» **Work to be completed**
From the listing below, retype exactly the line holding "flex:1; display:flex; flex-direction:column;", the line holding "display:flex; justify-content:space-around; direction:ltr", and the lines between them; skip everything else.
++++ Records for this task
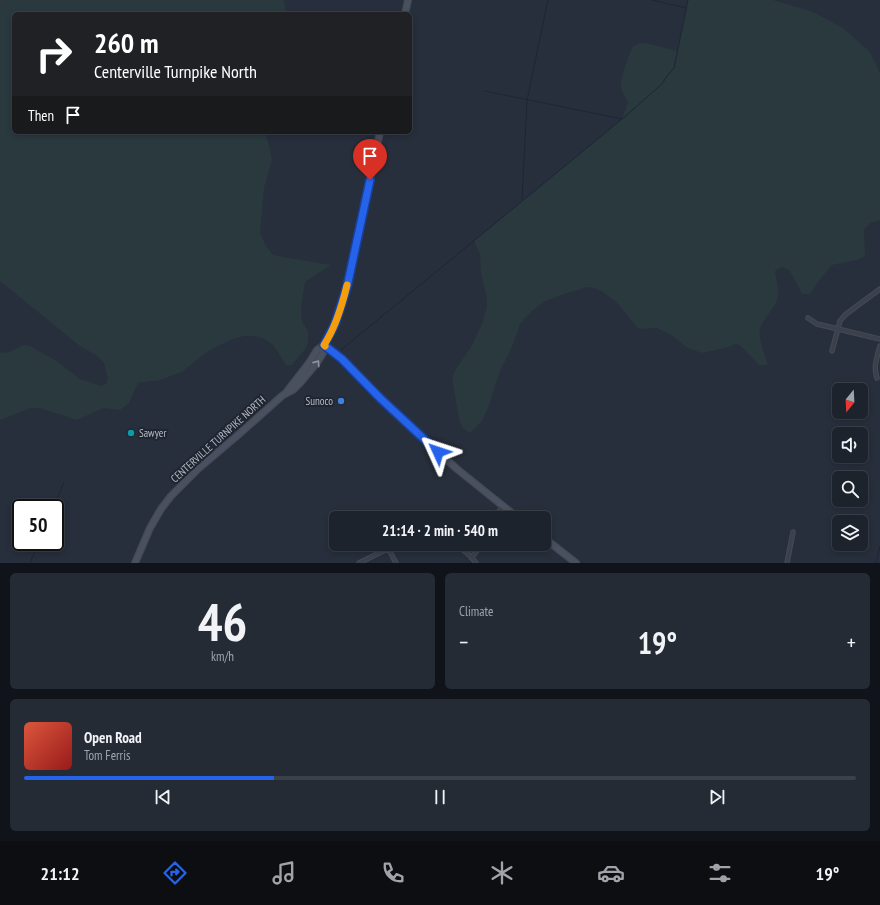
<!DOCTYPE html>
<html lang="en">
<head>
<meta charset="utf-8">
<style>
	:root { --surface:#1d232d; --page:#252b35; --text:#f1f3f6; --muted:#a0a4aa; --line:#3b4049; --accent:#2563eb }
	body { margin:0; font-family:"PT Sans Narrow",sans-serif; background:var(--page); color:var(--text); height:100vh; display:flex; flex-direction:column; font-size:15px; white-space:nowrap }
	* { box-sizing:border-box; margin:0 }
	p { font-size:13px; color:var(--muted) }
	.icon { flex:none; width:22px; height:22px; fill:none; stroke:currentColor; stroke-width:2; stroke-linecap:round; stroke-linejoin:round }
	.map { position:relative; height:563px; overflow:hidden }
	.panel { display:flex; flex-direction:column; gap:10px; padding:10px; background:#101319; flex:1 }
	.panel>* { flex:none }
	.top-card { position:absolute; left:12px; top:12px; width:400px; height:122px; border-radius:6px; box-shadow:0 2px 6px #0003,0 0 0 1px var(--line); background:#202124; color:#fff; overflow:hidden }
	.needle { width:26px; rotate:198deg }
	.controls { position:absolute; left:832px; top:383px; display:grid; gap:8px }
	.controls a { display:grid; place-items:center; width:36px; height:36px; border-radius:6px; background:var(--surface); box-shadow:0 2px 6px #0003,0 0 0 1px var(--line); font-size:20px }
	.speed { position:absolute; left:12px; top:499px; display:flex; gap:8px; font-size:20px; font-weight:700; text-align:center }
	.speed>* { display:grid; place-content:center; width:52px; height:52px; border-radius:50%; background:var(--surface); box-shadow:0 2px 6px #0003,0 0 0 1px var(--line); line-height:1 }
	.speed .limit { border:2px solid #111; border-radius:6px; background:#fff; color:#111 }
	.pin { position:absolute; display:grid; place-items:center; width:34px; height:34px; color:#fff; margin:-41px -17px; border-radius:50% 50% 50% 0; rotate:-45deg; box-shadow:0 0 4px #0007 }
	.pin .icon { rotate:45deg }
	.me { position:absolute; width:44px; margin:-22px; rotate:312deg; stroke-linejoin:round; filter:drop-shadow(0 0 3px #0008) }
	.turn { display:flex; align-items:center; gap:14px; height:84px; padding:0 16px; font-size:18px }
	.turn .icon { width:52px; height:52px; stroke-width:2.5 }
	.turn b { display:block; font-size:28px; line-height:34px }
	.then { display:flex; align-items:center; height:38px; padding:0 16px; background:#0003; gap:8px; font-size:15px }
	.big { font-size:30px; font-weight:700; line-height:1.1 }
	.panel .tile { flex:1; display:flex; flex-direction:column; justify-content:center; gap:6px; min-width:0; padding:0 14px; border-radius:6px; background:var(--page) }
	.panel .dial { align-items:center; gap:0 }
	.dial b { font-size:52px; line-height:1 }
	.song { display:flex; align-items:center; gap:12px }
	.cover { width:48px; height:48px; border-radius:6px; background:linear-gradient(135deg,hsl(10 70% 55%),hsl(0 70% 35%)) }
	.played { height:4px; border-radius:2px; background:linear-gradient(90deg,var(--accent) 30%,var(--line) 30%) }
	.keys { display:flex; justify-content:space-around; direction:ltr }
	.heat { display:flex; justify-content:space-between; align-items:center; font-size:22px; direction:ltr }
	.panel .tiles { flex:1; display:grid; gap:10px; grid-template-columns:1fr 1fr }
	.tile:last-child { grid-column:span 2 }
	.trip { position:absolute; left:329px; top:511px; width:222px; height:40px; border-radius:6px; background:var(--surface); box-shadow:0 2px 6px #0003,0 0 0 1px var(--line); font-weight:700; line-height:40px; text-align:center }
	.dock { display:flex; height:64px; justify-content:space-around; align-items:center; background:#0c0e12; color:var(--muted) }
	.dock .icon { width:28px; height:28px }
	.dock .selected { color:var(--accent) }
	.dock b { font-size:18px; color:var(--text) }
	.map>svg:first-child { display:block }
</style>
</head>
<body>
<div class="map">
<svg width="880" height="563" viewBox="0 0 880 563">
	<rect width="100%" height="100%" fill="#272f3c"/>
	<!-- green -->
	<path fill="#29393d" d="M0,0H284L286,14H14V132H265L270,149L272,160L264,188L260,232L265,244L272,254L278,256L331,265L305,282L301,309L302,321L308,331V342L306,348L292,365H286L274,346L265,339L255,336H244L233,339L208,351L182,372L160,380L138,383L129,403L120,410L103,408L77,420L40,408H30L0,420V352C8,355 17,348 24,345L30,346L58,362L80,379L101,386L106,384L108,379L104,363L96,355L81,347L0,281Z
		M688,0H773L813,12L843,28L869,51L877,66L880,74V220L870,223L864,229L865,256L857,260L832,265L821,278L810,294H802L790,271L782,267L775,271C778,290 782,296 770,312C766,318 762,322 760,329C758,338 765,356 768,365H759L743,348L736,343L729,347L702,353L686,347L673,336L657,328L639,329L617,303L603,292L595,288L587,287L578,290L570,292L545,301L532,311L520,324L512,347L500,371L489,405L482,421L470,433L463,428L459,420L452,377L456,369L471,347L482,324L487,307V299L481,272L480,254L474,241L622,119L628,102C626,98 622,92 621,87C620,78 629,55 633,46L641,43L650,44L677,51Z"/>
	<g fill="none" stroke-linecap="round" stroke-linejoin="round">
		<!-- stream -->
		<path stroke="#1c2639" stroke-width="1" d="M652,0L686,8
			M485,91L622,119
			M522,200L527,100L548,0
			M341,350L622,119L662,84L667,76L674,68L688,0
			M53,508L64,482
			M30,563L39,542
			M876,563L880,546"/>
		<!-- street casing -->
		<g stroke="#444a55" stroke-width="5.5">
			<path id="street" d="M808,318L817,324L880,339
				M832,351L840,321L845,315L861,303L880,289
				M877,378C873,367 877,357 880,346
				M431,518L432,516C435,516 437,516 439,518
				M494,518L503,506
				M503,518L509,511
				M453,544C463,549 470,554 476,563
				M388,548L396,563
				M465,551L472,544
				M472,557L482,544
				M359,563L397,544
				M787,563L793,532"/>
		</g>
		<!-- secondary casing -->
		<g stroke="#444a55" stroke-width="8">
			<path id="secondary" d="M405,14L408,0
				M324,345L342,359L379,398L428,443L457,469L518,518
				M285,394L309,363L317,350L324,345L335,324L339,313L351,269L380,132
				M544,538L576,563
				M135,563L150,528L161,509L171,496L198,469L238,435L283,395L293,390L301,382L316,364L323,353L324,345"/>
		</g>
		<!-- street -->
		<use href="#street" stroke="#3b414c" stroke-width="3.5"/>
		<!-- secondary -->
		<use href="#secondary" stroke="#49505f" stroke-width="5.5"/>
	</g>
	<!-- one-way arrows -->
	<defs><path id="oneway-chevron" d="M-2-3.5L2.5 0L-2 3.5" fill="none" stroke-width="1.6" stroke-linecap="round" stroke-linejoin="round"/></defs>
	<use stroke="#9096a3" href="#oneway-chevron" transform="translate(317 363) rotate(-55)"/>
	<g fill="none" stroke-linecap="round" stroke-linejoin="round">
		<!-- route casing -->
		<g stroke="#184099" stroke-width="10">
			<path id="route" d="M370,180L347,287L335,324L324,345L342,359L380,398L438,452"/>
		</g>
		<!-- route -->
		<use href="#route" stroke="#2563eb" stroke-width="7"/>
		<!-- slow -->
		<path stroke="#f59e0b" stroke-width="7" d="M325,346L324,345C336,327 342,306 347,285"/>
	</g>
	<!-- markers -->
	<circle fill="#3f7fe0" stroke="#202631" stroke-width="1.5" cx="341" cy="401" r="4"/>
	<circle fill="#0f9aa8" stroke="#202631" stroke-width="1.5" cx="131" cy="433" r="4"/>
	<g text-anchor="middle" dominant-baseline="central" stroke-width="4" stroke-linejoin="round" paint-order="stroke">
		<!-- poi labels -->
		<g font-size="11" fill="#b7bcc7" stroke="#202631" text-anchor="end">
			<text x="333" y="401">Sunoco</text>
			<text x="139" y="433" text-anchor="start">Sawyer</text>
		</g>
		<!-- street labels -->
		<g font-size="11" fill="#b7bcc7" stroke="#202631">
			<text transform="translate(218 439) rotate(-42)">CENTERVILLE TURNPIKE NORTH</text>
		</g>
	</g>
</svg>
<div class="controls">
<a><svg class="needle" viewBox="-14 -14 28 28"><path d="M0-13l5 13h-10z" fill="#e53935"/><path d="M0 13l5-13h-10z" fill="#a0a4aa"/></svg></a>
<a><svg class="icon" aria-label="sound" viewBox="0 0 24 24"><path d="M4 9h4l5-4v14l-5-4H4zM17 9q2 3 0 6"/></svg></a>
<a><svg class="icon" aria-label="search" viewBox="0 0 24 24"><circle cx="10" cy="10" r="6"/><path d="M15 15l6 6"/></svg></a>
<a><svg class="icon" aria-label="layers" viewBox="0 0 24 24"><path d="M12 4l9 5-9 5-9-5zM3 14l9 5 9-5"/></svg></a>
</div>
<div class="speed"><div class="limit">50</div></div>
<div class="pin" style="left:370px;top:180px;background:#d93025"><svg class="icon" aria-label="arrive" viewBox="0 0 24 24"><path d="M6 21V4h12l-3 4 3 4H6"/></svg></div>
<svg class="me" style="left:438px;top:452px" viewBox="-20 -20 40 40"><path d="M0-17L14 15 0 8-14 15z" fill="#2563eb" stroke="#fff" stroke-width="4"/></svg>
<div class="trip">21:14 · 2 min · 540 m</div>
<div class="top-card">
<div class="turn"><svg class="icon" aria-label="right" viewBox="0 0 24 24"><path d="M7 20v-9h11M14 6l5 5-5 5"/></svg><div><b>260 m</b>Centerville Turnpike North</div></div>
<div class="then">Then<svg class="icon" aria-label="arrive" viewBox="0 0 24 24"><path d="M6 21V4h12l-3 4 3 4H6"/></svg></div>
</div>
</div>
<section class="panel">
<div class="tiles">
<div class="tile dial"><b>46</b><p>km/h</p></div>
<div class="tile"><p>Climate</p>
<div class="heat"><a>−</a><b class="big">19°</b><a>+</a></div>
</div>
<div class="tile">
<div class="song"><i class="cover"></i><div><b>Open Road</b><p>Tom Ferris</p></div></div>
<div class="played"></div>
<div class="keys"><svg class="icon" aria-label="previous" viewBox="0 0 24 24"><path d="M18 5L8 12l10 7zM5 5v14"/></svg><svg class="icon" aria-label="pause" viewBox="0 0 24 24"><path d="M8 5v14M16 5v14"/></svg><svg class="icon" aria-label="next" viewBox="0 0 24 24"><path d="M6 5l10 7-10 7zM19 5v14"/></svg></div>
</div>
</div>
</section>
<nav class="dock">
<b>21:12</b>
<svg class="icon selected" aria-label="directions" viewBox="0 0 24 24"><path d="M12 3l9 9-9 9-9-9zM9 14v-3h6M13 9l2 2-2 2"/></svg>
<svg class="icon" aria-label="music" viewBox="0 0 24 24"><path d="M9 18V5l10-2v13"/><circle cx="6" cy="18" r="3"/><circle cx="16" cy="16" r="3"/></svg>
<svg class="icon" aria-label="phone" viewBox="0 0 24 24"><path d="M5 4h4l2 5-3 2q2 4 5 5l2-3 5 2v4C11 20 4 13 5 4z"/></svg>
<svg class="icon" aria-label="climate" viewBox="0 0 24 24"><path d="M12 3v18M4 7l16 10M4 17L20 7"/></svg>
<svg class="icon" aria-label="car" viewBox="0 0 24 24"><path d="M5 17H2v-5l4-1 3-4h7l3 4 3 1v5h-3M9 17h6M6 11h13"/><circle cx="7" cy="17" r="2"/><circle cx="17" cy="17" r="2"/></svg>
<svg class="icon" aria-label="filters" viewBox="0 0 24 24"><path d="M4 7h16M4 17h16"/><circle cx="9" cy="7" r="2"/><circle cx="15" cy="17" r="2"/></svg>
<b>19°</b>
</nav>
</body>
</html>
++++++++
» **Answer section**
	.panel .tile { flex:1; display:flex; flex-direction:column; justify-content:center; gap:6px; min-width:0; padding:0 14px; border-radius:6px; background:var(--page) }
	.panel .dial { align-items:center; gap:0 }
	.dial b { font-size:52px; line-height:1 }
	.song { display:flex; align-items:center; gap:12px }
	.cover { width:48px; height:48px; border-radius:6px; background:linear-gradient(135deg,hsl(10 70% 55%),hsl(0 70% 35%)) }
	.played { height:4px; border-radius:2px; background:linear-gradient(90deg,var(--accent) 30%,var(--line) 30%) }
	.keys { display:flex; justify-content:space-around; direction:ltr }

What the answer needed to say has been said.